- [Exercise details]:
Leave out the pictures, then output the lines of the records below from the first through the one containing "0,100% 100%,50% 72%,0".

- [Data for analysis]:

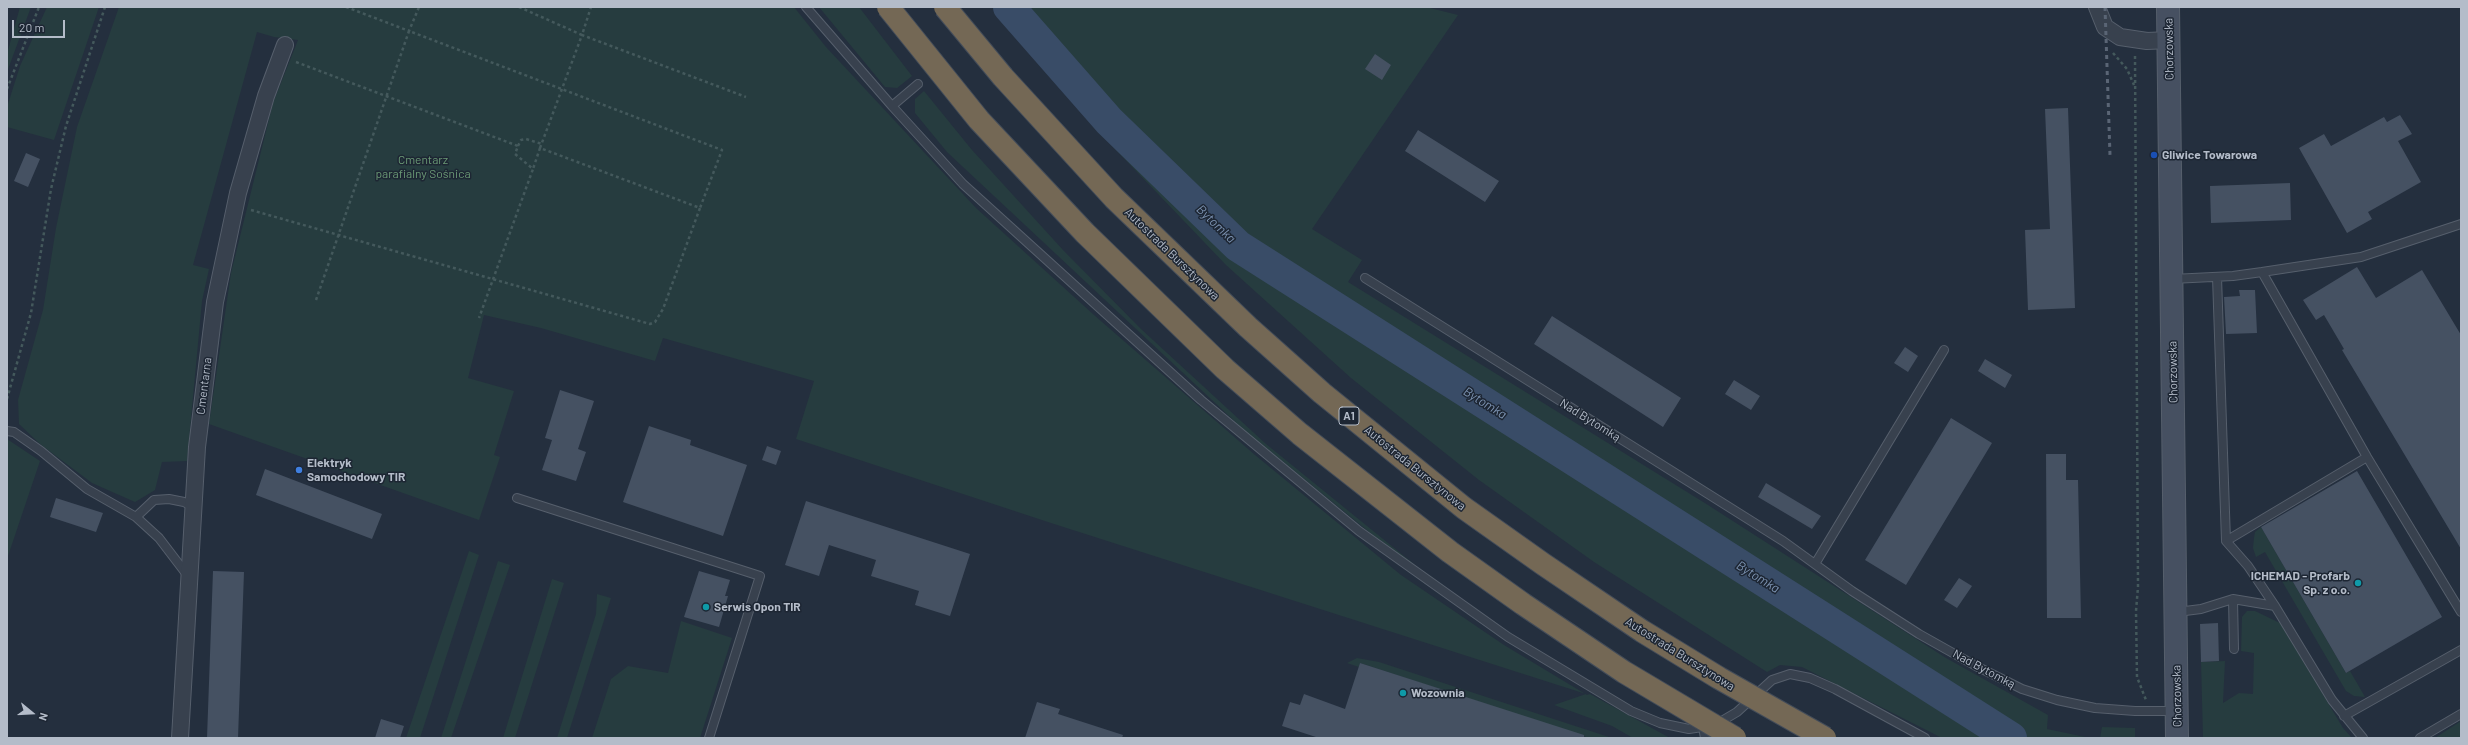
<!DOCTYPE html>
<meta charset="utf-8">
<style>
body{margin:0}
#map{position:relative;width:2468px;height:745px;overflow:hidden;background:#242f3e;font-family:Barlow,sans-serif}
canvas{display:block}
.frame{position:absolute;inset:0;border:8px solid #b4bcc9;pointer-events:none}
.north{position:absolute;left:12px;top:693px;width:40px;height:40px;-webkit-text-stroke:3px #1d2633;paint-order:stroke;rotate:108deg;font-size:11px;font-weight:700;line-height:16px;text-align:center;color:#b4bcc9}
.north::after{content:'';display:block;margin:auto;width:14px;height:18px;background:#b4bcc9;clip-path:polygon(50% 0,100% 100%,50% 72%,0 100%)}
.scale{position:absolute;left:12px;top:20px;width:53px;height:18px;box-sizing:border-box;border:2px solid #b4bcc9;border-top:0;padding-left:5px;font-size:12px;line-height:14px;white-space:nowrap;color:#b4bcc9;-webkit-text-stroke:3px #1d2633;paint-order:stroke}
</style>
<div id="map">
<canvas width="2468" height="745"></canvas>
<div class="frame"></div>
<div class="north">N</div>
<div class="scale">20 m</div>
</div>
<script>
const ctx = document.querySelector('canvas').getContext('2d');
ctx.lineJoin = 'round';
function fill(path, color) {
  ctx.fillStyle = color;
  ctx.fill(path, 'evenodd');
}
function shape(rows) {
  const path = new Path2D();
  for (const r of rows) {
    path.moveTo(r[0], r[1]);
    for (let i = 2; i < r.length; i += 2) path.lineTo(r[i], r[i + 1]);
  }
  return path;
}
function strokePath(path, color, width, dash) {
  ctx.strokeStyle = color;
  ctx.lineWidth = width;
  ctx.lineCap = dash ? 'butt' : 'round';
  ctx.setLineDash(dash || []);
  ctx.stroke(path);
}
function write(font, color, halo, rows, align = 'center') {
  ctx.font = font + ' Barlow,sans-serif';
  ctx.lineWidth = 3;
  ctx.setLineDash([]);
  ctx.textBaseline = 'middle';
  ctx.strokeStyle = halo;
  ctx.fillStyle = color;
  for (const [text, x, y, turn = 0] of rows) {
    ctx.save();
    ctx.translate(x, y);
    ctx.rotate((+turn || 0) * Math.PI / 180);
    ctx.textAlign = isNaN(turn) ? turn : align;
    if (halo) ctx.strokeText(text, 0, 0);
    ctx.fillText(text, 0, 0);
    ctx.restore();
  }
}
fill(shape([
 [20,7,31,7,7,72,7,54],
 [47,7,99,7,54,140,7,127,7,107,20,66],
 [119,7,794,7,826,47,976,208,1094,315,1255,455,1401,575,1504,645,1587,695,1590,694,1670,738,1633,738,1612,726,1554,705,1586,694,1051,523,796,439,814,381,663,338,655,361,541,328,484,315,468,378,514,391,494,455,500,457,479,520,209,424,231,273,273,103,298,40,274,37,257,32,193,265,209,269,202,301,187,461,162,462,155,490,135,502,92,483,40,444,19,424,18,400,43,310,56,228,77,127],
 [819,7,859,7,912,76,897,88,885,87],
 [992,7,1426,7,1458,15,1312,229,1362,260,1348,282,1708,505,1946,658,2048,715,2047,729,2090,738,1942,738,1802,667,1780,665,1767,672,1594,562,1479,480,1351,378,1226,265,1095,128],
 [924,91,972,150,1063,250,1141,329,1266,444,1420,569,1374,536,1244,430,947,152,915,113,915,99],
 [7,439,40,461,7,559],
 [2261,527,2346,673,2350,671,2365,697,2354,696,2346,691,2265,552,2256,557,2253,548,2254,538,2255,532],
 [469,551,479,555,420,738,406,738],
 [498,561,510,565,451,738,441,738],
 [552,579,564,583,515,738,503,738],
 [597,594,611,598,567,738,557,738,596,614],
 [2247,611,2255,611,2280,623,2343,728,2352,738,2203,738,2201,662,2225,661,2223,703,2239,693,2253,694,2254,653,2241,651,2242,617],
 [681,621,732,638,700,738,592,738,611,679,628,666,668,673],
 [1357,658,1379,662,1612,738,1589,738,1360,663,1359,667,1347,663],
 [2461,721,2461,738,2435,738],
 [2102,727,2135,728,2135,738,2100,738]
]), '#263c3f');
strokePath(shape([
 [1009,7,1109,121,1238,246,2011,738]
]), '#394c67', 32);
fill(shape([
 [1375,54,1391,65,1382,80,1365,69],
 [2068,108,2075,308,2028,310,2025,230,2050,229,2045,109],
 [2400,115,2412,134,2398,141,2421,182,2368,212,2372,219,2347,233,2299,148,2324,134,2331,146,2384,117,2387,122],
 [1418,130,1499,181,1485,202,1405,151],
 [26,153,40,159,28,187,14,181],
 [2290,183,2291,220,2211,223,2210,186],
 [2357,267,2376,298,2422,270,2461,335,2461,549,2342,350,2344,349,2324,315,2316,320,2303,300],
 [2239,290,2255,290,2257,333,2226,334,2224,297,2240,296],
 [1552,316,1681,398,1663,427,1534,344],
 [1905,347,1918,356,1908,372,1894,363],
 [1985,359,2012,375,2005,388,1978,371],
 [1734,380,1760,396,1751,410,1725,394],
 [560,390,594,401,578,449,586,452,576,481,542,470,552,440,545,438],
 [1951,418,1992,443,1906,585,1865,560],
 [649,426,691,440,690,445,747,465,723,536,623,502],
 [767,446,781,451,776,465,762,460],
 [2046,454,2066,454,2066,480,2078,480,2081,618,2047,618],
 [265,469,382,514,372,539,256,495],
 [2357,471,2442,617,2346,673,2261,527],
 [1766,483,1821,516,1812,529,1758,497],
 [56,498,103,513,96,532,50,517],
 [806,501,970,554,950,616,915,605,919,591,871,576,876,560,829,545,819,576,785,565],
 [213,571,244,572,238,738,207,738],
 [699,571,730,580,725,596,728,596,719,627,684,617],
 [1959,578,1972,586,1957,608,1944,600],
 [2218,623,2219,661,2201,662,2200,624],
 [1360,663,1584,735,1584,738,1319,738,1282,726,1290,702,1300,705,1304,694,1345,709],
 [1037,702,1060,709,1058,714,1123,735,1122,738,1025,738],
 [381,719,404,726,400,738,375,738]
]), '#455162');
const service = shape([
 [806,7,892,106,963,184,1201,400,1359,531,1508,637,1631,711,1660,723,1689,729,1715,725,1737,712,1772,680,1790,674,1810,678,1835,689,1925,738],
 [892,106,918,84],
 [2262,272,2361,257,2461,224],
 [2217,277,2226,541,2248,566,2275,606],
 [1365,278,1783,541,1852,591,1919,634,1976,666,2022,689,2057,700,2095,708,2135,711,2176,711],
 [2172,279,2233,276,2262,272,2367,457,2461,612],
 [7,431,14,432,41,451,87,489,136,517,159,538,188,576],
 [517,498,760,576,709,738],
 [136,517,154,500,169,499,184,502,193,507],
 [2226,541,2367,457],
 [1815,564,1944,350],
 [2233,599,2234,649],
 [2177,612,2201,609,2233,599,2275,606,2332,700,2363,738],
 [2344,716,2461,650],
 [1703,727,1705,738],
 [2420,738,2461,714]
]);
const minor = shape([
 [2097,7,2105,27,2120,37,2147,41,2169,40],
 [180,738,197,447,215,302,238,193,266,96,285,45]
]);
const secondary = shape([
 [2168,7,2177,738]
]);
strokePath(service, '#565f6c', 10);
strokePath(minor, '#565f6c', 18);
strokePath(secondary, '#565f6c', 24);
strokePath(shape([
 [346,7,409,31,419,7],
 [519,7,582,35,591,7],
 [2113,53,2127,69,2134,85],
 [2135,56,2138,587,2136,611,2137,677,2146,700],
 [296,62,518,146,515,154,533,169,479,318],
 [7,89,39,7],
 [518,146,521,140,526,139,542,144],
 [540,148,582,35,746,97],
 [251,210,650,324,655,322,663,309,700,208,540,148,533,169],
 [316,300,409,31,722,150,700,208],
 [7,399,31,313,51,189,66,126,105,7]
]), '#44595c', 2.5, [3, 3]);
strokePath(service, '#38414e', 8);
strokePath(minor, '#38414e', 16);
strokePath(secondary, '#465061', 22);
strokePath(shape([
 [2105,7,2110,155]
]), '#5a6575', 3, [4, 4]);
const motorwayBridge = shape([
 [888,7,979,120,1085,233,1225,369,1300,434,1450,552,1523,604,1624,672,1735,738],
 [945,7,1003,77,1114,198,1248,327,1322,393,1464,508,1543,564,1642,631,1719,678,1825,738]
]);
strokePath(motorwayBridge, '#434c59', 24, []);
strokePath(motorwayBridge, '#746855', 22);
for (const [x, y, r, color] of [
 [2154,155,4,"#1a4fb4"],
 [299,470,4,"#3f7fe0"],
 [2358,583,4,"#0f9aa8"],
 [706,607,4,"#0f9aa8"],
 [1403,693,4,"#0f9aa8"]
]) {
  const dot = new Path2D();
  dot.arc(x, y, r, 0, 2 * Math.PI);
  ctx.fillStyle = color;
  ctx.fill(dot);
  strokePath(dot, '#1d2633', 1.5);
}
for (const [x, y, w] of [
 [1349,416,20]
]) {
  const box = new Path2D();
  box.roundRect(x - w / 2, y - 9, w, 18, 3);
  ctx.fillStyle = '#1d2633';
  ctx.fill(box);
  strokePath(box, '#b4bcc9', 1);
}
write('bold 11px', '#b4bcc9', null, [
 ["A1",1349,416]
]);
write('12px', '#b4bcc9', '#1d2633', [
 ["Chorzowska",2169,49,-91],
 ["Autostrada Bursztynowa",1172,254,44],
 ["Chorzowska",2173,372,-91],
 ["Cmentarna",204,386,-83],
 ["Nad Bytomką",1590,420,32],
 ["Autostrada Bursztynowa",1415,468,39],
 ["Autostrada Bursztynowa",1680,654,32],
 ["Nad Bytomką",1984,669,28],
 ["Chorzowska",2177,696,-91]
]);
write('bold 12px', '#b4bcc9', '#1d2633', [
 ["Gliwice Towarowa",2162,155],
 ["Elektryk",307,463],
 ["Samochodowy TIR",307,477],
 ["ICHEMAD - Profarb",2350,576,"right"],
 ["Sp. z o.o.",2350,590,"right"],
 ["Serwis Opon TIR",714,607],
 ["Wozownia",1411,693]
], 'left');
write('12px', '#6b9a76', '#1d2633', [
 ["Cmentarz",423,160],
 ["parafialny Sośnica",423,174]
]);
write('italic 13px', '#7c92b1', '#1d2633', [
 ["Bytomka",1216,224,44],
 ["Bytomka",1485,403,32],
 ["Bytomka",1758,577,32]
]);
</script>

- [Response]:
<!DOCTYPE html>
<meta charset="utf-8">
<style>
body{margin:0}
#map{position:relative;width:2468px;height:745px;overflow:hidden;background:#242f3e;font-family:Barlow,sans-serif}
canvas{display:block}
.frame{position:absolute;inset:0;border:8px solid #b4bcc9;pointer-events:none}
.north{position:absolute;left:12px;top:693px;width:40px;height:40px;-webkit-text-stroke:3px #1d2633;paint-order:stroke;rotate:108deg;font-size:11px;font-weight:700;line-height:16px;text-align:center;color:#b4bcc9}
.north::after{content:'';display:block;margin:auto;width:14px;height:18px;background:#b4bcc9;clip-path:polygon(50% 0,100% 100%,50% 72%,0 100%)}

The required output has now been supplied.